MATERIAL FOR THE TASK Block Start

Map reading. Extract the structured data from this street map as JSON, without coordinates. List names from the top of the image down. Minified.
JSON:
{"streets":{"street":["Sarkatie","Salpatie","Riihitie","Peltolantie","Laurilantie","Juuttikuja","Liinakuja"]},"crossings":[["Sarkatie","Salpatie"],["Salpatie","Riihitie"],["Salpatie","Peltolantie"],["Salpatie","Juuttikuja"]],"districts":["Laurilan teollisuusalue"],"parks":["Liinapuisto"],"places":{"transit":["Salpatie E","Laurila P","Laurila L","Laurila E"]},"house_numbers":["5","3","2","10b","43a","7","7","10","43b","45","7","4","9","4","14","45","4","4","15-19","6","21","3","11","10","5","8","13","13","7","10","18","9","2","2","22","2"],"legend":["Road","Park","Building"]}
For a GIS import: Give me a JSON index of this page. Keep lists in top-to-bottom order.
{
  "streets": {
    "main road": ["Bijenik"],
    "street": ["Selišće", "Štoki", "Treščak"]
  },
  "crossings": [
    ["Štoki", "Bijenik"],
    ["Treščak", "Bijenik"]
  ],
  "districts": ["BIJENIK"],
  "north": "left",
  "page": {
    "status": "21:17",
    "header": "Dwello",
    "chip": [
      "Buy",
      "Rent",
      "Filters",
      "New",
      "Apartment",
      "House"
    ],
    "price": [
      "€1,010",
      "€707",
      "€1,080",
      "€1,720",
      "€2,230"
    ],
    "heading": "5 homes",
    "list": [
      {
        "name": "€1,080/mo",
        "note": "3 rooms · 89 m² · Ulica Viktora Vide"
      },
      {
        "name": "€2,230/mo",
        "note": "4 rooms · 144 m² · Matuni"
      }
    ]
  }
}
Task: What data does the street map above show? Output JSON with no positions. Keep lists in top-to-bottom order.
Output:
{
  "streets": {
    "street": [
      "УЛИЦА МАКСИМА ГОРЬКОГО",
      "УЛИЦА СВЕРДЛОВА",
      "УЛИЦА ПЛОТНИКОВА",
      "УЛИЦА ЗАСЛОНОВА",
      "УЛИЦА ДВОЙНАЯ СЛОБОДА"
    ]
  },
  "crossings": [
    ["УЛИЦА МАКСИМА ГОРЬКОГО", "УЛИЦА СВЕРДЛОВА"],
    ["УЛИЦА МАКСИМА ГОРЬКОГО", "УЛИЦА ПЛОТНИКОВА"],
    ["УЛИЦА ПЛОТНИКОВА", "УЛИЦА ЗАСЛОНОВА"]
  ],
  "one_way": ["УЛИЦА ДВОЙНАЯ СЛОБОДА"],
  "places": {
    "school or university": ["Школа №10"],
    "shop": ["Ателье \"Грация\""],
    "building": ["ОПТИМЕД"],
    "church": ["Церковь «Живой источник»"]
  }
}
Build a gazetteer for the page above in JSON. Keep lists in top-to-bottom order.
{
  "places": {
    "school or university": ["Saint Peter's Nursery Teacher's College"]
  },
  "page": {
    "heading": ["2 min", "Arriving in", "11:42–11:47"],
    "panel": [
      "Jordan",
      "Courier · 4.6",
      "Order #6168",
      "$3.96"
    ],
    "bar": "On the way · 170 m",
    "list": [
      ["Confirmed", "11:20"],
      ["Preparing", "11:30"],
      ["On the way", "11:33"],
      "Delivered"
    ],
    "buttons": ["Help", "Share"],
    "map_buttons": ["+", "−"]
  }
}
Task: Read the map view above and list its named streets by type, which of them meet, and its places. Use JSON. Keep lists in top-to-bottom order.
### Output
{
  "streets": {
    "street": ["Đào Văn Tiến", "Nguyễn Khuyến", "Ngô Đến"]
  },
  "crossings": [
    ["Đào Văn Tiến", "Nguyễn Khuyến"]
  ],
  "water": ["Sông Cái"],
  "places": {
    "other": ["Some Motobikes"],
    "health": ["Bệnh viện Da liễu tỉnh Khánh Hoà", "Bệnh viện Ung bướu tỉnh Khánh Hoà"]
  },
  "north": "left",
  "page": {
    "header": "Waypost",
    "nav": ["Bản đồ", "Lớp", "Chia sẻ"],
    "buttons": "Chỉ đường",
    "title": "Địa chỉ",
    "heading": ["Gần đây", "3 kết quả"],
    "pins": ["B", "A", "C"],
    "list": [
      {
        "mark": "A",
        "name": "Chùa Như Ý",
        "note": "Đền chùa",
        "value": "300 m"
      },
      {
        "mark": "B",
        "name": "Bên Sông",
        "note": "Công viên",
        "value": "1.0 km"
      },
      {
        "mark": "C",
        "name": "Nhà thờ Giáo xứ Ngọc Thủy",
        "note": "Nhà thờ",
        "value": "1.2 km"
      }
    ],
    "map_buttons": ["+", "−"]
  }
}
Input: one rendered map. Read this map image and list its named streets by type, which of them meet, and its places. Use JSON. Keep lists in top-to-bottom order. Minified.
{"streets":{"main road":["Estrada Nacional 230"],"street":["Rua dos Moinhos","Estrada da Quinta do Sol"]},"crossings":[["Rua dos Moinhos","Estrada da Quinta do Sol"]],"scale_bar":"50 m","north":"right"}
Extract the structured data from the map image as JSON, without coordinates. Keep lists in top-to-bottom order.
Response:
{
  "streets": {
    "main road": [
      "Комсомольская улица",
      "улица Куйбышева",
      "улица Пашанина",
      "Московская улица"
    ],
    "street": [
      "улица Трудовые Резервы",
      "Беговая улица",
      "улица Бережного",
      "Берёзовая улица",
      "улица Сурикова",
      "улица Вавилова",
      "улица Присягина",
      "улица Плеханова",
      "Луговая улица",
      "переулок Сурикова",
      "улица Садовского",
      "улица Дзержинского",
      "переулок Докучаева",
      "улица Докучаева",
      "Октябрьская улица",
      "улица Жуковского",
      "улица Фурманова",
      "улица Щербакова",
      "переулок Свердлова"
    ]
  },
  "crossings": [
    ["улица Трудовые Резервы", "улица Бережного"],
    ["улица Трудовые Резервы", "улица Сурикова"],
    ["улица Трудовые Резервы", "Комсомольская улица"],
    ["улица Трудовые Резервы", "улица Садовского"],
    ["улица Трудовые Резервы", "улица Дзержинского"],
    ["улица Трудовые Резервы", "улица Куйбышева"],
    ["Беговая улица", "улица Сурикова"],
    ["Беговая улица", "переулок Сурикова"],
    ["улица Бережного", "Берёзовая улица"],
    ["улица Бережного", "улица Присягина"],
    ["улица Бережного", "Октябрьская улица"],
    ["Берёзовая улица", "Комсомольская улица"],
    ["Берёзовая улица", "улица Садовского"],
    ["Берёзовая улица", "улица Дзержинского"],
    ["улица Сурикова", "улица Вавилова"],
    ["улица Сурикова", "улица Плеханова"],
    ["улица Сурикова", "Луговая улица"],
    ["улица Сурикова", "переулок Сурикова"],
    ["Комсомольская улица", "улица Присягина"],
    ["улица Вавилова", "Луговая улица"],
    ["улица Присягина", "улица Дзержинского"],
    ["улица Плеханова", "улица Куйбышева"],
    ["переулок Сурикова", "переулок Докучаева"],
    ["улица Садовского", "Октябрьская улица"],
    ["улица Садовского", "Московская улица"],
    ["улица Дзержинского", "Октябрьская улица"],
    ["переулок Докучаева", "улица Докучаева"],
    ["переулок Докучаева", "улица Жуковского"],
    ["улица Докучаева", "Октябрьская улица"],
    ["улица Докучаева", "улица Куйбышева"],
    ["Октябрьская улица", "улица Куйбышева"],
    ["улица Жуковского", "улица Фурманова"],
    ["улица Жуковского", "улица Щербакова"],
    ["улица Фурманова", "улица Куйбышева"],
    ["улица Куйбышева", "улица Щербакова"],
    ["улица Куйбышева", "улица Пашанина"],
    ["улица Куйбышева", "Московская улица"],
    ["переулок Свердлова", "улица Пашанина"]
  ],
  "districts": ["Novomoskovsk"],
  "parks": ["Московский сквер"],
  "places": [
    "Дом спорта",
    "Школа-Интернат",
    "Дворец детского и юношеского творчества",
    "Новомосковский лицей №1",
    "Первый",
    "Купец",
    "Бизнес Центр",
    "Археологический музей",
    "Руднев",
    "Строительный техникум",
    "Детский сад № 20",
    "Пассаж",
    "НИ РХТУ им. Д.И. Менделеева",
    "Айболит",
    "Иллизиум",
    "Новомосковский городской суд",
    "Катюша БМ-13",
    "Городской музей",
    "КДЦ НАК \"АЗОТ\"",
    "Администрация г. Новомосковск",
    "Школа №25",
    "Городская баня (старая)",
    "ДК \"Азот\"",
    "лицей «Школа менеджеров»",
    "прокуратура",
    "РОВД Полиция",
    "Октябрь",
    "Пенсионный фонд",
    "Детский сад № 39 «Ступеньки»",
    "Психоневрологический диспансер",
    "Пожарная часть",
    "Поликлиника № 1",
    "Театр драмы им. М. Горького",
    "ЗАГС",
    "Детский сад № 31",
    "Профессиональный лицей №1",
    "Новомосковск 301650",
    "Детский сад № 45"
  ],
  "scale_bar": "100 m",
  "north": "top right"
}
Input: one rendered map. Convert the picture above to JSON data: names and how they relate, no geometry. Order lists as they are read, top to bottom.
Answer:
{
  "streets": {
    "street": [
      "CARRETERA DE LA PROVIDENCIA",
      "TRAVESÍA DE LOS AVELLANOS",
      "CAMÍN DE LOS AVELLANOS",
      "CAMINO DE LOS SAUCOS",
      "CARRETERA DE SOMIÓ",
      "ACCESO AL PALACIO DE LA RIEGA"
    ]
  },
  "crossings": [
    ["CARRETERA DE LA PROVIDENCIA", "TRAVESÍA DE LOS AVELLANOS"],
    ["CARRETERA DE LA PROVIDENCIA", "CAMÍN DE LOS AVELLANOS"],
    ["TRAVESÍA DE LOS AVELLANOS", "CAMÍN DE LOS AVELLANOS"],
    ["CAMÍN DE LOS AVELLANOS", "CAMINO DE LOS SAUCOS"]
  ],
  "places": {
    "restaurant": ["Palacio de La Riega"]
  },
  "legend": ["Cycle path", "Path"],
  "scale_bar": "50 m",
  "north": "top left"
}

MATERIAL FOR THE TASK Block End

WHAT THIS TASK INVOLVES: Count every line of the material that holds "Бережного". Reply with the number alone.

ANSWER SPACE: 5